#### Dataset content

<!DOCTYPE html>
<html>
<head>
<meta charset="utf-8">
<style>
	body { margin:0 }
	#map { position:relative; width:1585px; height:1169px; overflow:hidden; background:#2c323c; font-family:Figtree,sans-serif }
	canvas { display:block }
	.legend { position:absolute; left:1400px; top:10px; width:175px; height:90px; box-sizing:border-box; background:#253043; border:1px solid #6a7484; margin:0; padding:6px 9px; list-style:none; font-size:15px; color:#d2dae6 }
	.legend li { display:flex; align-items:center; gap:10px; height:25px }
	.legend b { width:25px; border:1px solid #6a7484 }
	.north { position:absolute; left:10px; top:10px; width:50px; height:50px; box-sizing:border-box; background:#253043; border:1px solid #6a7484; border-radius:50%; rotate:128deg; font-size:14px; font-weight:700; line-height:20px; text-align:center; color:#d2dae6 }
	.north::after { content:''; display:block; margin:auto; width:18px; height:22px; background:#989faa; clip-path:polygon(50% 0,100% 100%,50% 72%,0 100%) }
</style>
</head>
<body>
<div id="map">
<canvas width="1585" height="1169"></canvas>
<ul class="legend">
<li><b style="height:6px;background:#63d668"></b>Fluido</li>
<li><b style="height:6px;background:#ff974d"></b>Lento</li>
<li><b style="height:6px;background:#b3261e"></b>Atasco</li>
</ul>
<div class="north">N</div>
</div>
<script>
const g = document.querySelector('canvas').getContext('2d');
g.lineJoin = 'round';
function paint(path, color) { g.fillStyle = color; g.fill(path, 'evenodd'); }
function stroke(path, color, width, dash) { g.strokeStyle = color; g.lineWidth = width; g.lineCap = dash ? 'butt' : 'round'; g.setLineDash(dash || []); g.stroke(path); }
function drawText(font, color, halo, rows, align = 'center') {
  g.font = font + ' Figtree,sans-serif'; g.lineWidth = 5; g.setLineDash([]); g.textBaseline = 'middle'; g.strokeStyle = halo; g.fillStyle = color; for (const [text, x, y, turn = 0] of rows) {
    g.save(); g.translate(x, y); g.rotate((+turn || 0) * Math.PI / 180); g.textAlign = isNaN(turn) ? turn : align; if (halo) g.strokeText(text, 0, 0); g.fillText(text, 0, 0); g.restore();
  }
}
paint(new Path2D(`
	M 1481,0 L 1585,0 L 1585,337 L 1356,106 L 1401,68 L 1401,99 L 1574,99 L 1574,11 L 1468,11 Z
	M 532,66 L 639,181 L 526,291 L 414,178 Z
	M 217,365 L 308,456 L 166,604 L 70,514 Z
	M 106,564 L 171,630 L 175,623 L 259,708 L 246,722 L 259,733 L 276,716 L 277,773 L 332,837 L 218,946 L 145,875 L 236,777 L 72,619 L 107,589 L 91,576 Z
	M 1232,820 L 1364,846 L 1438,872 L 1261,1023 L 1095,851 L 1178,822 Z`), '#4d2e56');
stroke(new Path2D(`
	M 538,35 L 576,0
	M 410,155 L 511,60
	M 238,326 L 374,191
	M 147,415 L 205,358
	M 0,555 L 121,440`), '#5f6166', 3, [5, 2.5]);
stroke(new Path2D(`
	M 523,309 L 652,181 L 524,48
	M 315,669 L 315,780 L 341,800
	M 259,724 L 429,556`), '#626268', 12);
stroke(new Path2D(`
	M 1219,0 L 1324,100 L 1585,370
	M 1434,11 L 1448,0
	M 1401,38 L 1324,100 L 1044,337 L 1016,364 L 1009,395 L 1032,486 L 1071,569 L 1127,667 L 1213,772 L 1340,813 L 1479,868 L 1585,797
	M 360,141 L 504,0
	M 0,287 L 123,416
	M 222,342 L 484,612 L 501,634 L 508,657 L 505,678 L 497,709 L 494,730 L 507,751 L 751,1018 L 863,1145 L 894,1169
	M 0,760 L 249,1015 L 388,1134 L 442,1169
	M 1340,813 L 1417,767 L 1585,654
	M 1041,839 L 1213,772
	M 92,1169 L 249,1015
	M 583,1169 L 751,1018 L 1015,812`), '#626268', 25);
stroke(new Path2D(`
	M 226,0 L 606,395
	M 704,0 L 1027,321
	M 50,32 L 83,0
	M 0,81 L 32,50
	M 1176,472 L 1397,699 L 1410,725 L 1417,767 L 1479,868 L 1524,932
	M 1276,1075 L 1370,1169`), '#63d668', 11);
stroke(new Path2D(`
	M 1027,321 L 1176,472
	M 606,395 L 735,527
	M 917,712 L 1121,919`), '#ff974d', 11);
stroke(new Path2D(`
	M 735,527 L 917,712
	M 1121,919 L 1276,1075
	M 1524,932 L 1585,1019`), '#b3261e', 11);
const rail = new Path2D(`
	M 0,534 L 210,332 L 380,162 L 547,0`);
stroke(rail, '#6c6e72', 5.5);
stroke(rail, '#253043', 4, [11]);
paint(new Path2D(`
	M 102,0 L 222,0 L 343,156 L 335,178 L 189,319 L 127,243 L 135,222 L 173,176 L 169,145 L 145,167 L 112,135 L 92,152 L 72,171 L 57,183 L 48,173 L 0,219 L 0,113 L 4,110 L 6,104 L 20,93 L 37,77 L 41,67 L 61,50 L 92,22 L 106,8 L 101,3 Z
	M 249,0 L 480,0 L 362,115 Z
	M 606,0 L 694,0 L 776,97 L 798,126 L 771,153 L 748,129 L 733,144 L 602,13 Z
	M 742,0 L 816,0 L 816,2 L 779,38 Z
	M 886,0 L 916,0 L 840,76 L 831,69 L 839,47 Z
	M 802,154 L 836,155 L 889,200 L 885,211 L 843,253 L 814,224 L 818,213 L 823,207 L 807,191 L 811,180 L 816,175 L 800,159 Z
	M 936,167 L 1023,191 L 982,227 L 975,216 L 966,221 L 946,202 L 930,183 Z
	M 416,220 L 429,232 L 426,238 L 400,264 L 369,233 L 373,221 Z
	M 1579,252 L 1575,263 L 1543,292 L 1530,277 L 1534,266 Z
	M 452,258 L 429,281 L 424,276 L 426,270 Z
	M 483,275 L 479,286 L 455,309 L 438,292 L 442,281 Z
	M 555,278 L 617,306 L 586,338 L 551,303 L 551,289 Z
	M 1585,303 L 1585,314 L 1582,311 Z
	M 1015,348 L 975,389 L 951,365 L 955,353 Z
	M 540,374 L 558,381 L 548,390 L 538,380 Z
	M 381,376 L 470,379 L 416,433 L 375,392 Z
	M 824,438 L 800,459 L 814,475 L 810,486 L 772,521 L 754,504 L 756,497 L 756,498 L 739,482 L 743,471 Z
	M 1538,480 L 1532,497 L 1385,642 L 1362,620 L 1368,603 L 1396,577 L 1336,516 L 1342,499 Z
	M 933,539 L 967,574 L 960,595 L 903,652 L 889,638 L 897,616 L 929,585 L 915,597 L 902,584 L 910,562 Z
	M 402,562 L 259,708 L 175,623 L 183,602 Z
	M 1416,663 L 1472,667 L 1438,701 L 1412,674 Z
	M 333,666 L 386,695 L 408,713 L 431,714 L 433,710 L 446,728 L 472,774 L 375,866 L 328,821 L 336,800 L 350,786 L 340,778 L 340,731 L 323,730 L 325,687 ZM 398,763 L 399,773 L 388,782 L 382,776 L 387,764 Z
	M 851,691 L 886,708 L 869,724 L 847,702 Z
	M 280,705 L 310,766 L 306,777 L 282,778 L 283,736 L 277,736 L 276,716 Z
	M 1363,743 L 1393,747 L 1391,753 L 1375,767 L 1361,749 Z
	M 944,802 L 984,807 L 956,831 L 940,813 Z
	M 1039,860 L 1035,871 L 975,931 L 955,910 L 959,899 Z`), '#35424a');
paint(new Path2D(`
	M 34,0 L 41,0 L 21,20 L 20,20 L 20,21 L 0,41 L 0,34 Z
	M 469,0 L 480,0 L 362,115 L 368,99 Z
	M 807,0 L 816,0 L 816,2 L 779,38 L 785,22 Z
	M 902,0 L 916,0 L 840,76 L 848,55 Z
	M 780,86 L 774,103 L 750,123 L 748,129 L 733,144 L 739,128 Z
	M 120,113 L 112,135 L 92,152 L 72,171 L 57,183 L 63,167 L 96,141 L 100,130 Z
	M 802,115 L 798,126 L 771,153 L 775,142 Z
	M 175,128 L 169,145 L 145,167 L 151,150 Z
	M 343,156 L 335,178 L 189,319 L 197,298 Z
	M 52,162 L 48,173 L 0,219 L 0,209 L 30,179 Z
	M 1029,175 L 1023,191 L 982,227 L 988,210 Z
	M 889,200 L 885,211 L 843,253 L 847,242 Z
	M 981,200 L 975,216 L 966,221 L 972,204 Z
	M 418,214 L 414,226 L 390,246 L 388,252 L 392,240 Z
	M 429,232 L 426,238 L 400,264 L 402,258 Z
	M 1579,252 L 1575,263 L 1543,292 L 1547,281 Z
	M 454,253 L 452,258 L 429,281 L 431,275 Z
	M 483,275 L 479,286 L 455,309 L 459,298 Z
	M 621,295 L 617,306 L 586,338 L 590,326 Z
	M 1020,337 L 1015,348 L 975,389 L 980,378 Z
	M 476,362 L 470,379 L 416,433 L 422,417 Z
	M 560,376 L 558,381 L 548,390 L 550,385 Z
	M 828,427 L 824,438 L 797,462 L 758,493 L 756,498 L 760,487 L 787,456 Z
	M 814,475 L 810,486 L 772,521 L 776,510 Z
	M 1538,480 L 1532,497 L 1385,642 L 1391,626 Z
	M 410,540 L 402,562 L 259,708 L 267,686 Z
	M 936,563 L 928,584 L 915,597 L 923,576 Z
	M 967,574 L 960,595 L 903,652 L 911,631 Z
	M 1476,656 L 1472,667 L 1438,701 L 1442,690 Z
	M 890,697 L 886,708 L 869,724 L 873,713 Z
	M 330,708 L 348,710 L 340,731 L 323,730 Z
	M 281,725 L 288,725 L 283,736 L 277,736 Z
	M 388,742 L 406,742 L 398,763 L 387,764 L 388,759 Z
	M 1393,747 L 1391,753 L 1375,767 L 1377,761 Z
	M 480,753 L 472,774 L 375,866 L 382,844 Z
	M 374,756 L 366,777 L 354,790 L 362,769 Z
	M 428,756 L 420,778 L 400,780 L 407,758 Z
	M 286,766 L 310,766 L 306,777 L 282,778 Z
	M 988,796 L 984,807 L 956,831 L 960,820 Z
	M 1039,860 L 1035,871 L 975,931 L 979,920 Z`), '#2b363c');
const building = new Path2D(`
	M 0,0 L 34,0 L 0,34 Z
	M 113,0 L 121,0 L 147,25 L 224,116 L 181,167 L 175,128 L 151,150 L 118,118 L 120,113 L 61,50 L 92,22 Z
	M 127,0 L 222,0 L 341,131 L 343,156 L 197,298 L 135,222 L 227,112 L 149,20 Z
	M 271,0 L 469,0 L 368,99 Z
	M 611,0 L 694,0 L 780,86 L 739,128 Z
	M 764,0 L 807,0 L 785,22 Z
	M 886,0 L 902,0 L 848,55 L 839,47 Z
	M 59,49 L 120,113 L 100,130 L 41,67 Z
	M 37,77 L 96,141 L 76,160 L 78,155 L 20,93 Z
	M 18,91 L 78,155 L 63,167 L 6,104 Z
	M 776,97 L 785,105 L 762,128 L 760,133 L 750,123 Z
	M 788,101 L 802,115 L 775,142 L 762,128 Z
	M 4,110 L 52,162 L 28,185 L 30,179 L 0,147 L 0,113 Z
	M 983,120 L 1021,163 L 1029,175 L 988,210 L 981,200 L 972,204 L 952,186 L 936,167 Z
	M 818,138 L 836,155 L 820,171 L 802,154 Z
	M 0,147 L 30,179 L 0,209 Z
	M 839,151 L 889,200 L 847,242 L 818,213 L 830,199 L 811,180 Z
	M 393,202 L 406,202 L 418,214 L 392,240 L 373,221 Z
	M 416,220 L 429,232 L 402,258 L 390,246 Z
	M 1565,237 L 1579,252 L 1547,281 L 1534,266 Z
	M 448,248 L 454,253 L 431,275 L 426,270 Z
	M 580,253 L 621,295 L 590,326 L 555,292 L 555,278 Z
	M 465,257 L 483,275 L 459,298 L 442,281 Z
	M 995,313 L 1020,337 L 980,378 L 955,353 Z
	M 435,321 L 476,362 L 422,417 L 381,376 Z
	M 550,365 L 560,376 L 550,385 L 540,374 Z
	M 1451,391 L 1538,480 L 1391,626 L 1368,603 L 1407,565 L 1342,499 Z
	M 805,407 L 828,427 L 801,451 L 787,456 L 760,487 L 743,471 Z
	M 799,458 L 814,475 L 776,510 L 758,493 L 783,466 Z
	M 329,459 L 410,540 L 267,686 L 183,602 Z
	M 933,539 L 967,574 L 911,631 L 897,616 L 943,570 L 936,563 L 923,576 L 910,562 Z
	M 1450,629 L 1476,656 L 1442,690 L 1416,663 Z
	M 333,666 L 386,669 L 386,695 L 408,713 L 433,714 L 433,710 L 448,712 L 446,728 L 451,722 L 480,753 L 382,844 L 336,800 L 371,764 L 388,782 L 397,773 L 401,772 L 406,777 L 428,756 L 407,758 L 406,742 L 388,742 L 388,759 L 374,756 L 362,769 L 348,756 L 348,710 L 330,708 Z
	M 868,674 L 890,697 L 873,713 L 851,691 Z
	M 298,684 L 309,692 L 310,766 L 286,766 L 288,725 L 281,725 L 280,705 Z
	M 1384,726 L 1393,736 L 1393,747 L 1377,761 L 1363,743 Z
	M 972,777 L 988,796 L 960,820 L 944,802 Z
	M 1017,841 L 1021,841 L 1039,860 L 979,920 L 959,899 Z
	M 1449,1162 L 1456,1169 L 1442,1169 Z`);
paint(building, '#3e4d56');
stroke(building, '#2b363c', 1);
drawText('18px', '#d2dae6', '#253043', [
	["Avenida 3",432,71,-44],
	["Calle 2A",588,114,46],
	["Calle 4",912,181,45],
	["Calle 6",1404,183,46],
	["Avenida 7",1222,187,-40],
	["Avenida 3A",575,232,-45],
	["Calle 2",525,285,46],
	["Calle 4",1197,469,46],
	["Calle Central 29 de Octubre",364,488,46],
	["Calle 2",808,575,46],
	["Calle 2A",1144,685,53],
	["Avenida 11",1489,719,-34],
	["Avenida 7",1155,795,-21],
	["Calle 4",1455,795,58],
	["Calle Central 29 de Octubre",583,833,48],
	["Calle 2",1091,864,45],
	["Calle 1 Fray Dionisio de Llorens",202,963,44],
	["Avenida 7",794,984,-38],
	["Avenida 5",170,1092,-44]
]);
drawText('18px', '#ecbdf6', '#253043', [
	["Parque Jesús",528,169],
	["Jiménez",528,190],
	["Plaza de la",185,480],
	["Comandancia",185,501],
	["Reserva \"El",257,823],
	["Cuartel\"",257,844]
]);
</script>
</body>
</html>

########

__Goal of the exercise__.
The answer should consist of every line above in which "rows" appears.

__Expected output__.
function drawText(font, color, halo, rows, align = 'center') {
  g.font = font + ' Figtree,sans-serif'; g.lineWidth = 5; g.setLineDash([]); g.textBaseline = 'middle'; g.strokeStyle = halo; g.fillStyle = color; for (const [text, x, y, turn = 0] of rows) {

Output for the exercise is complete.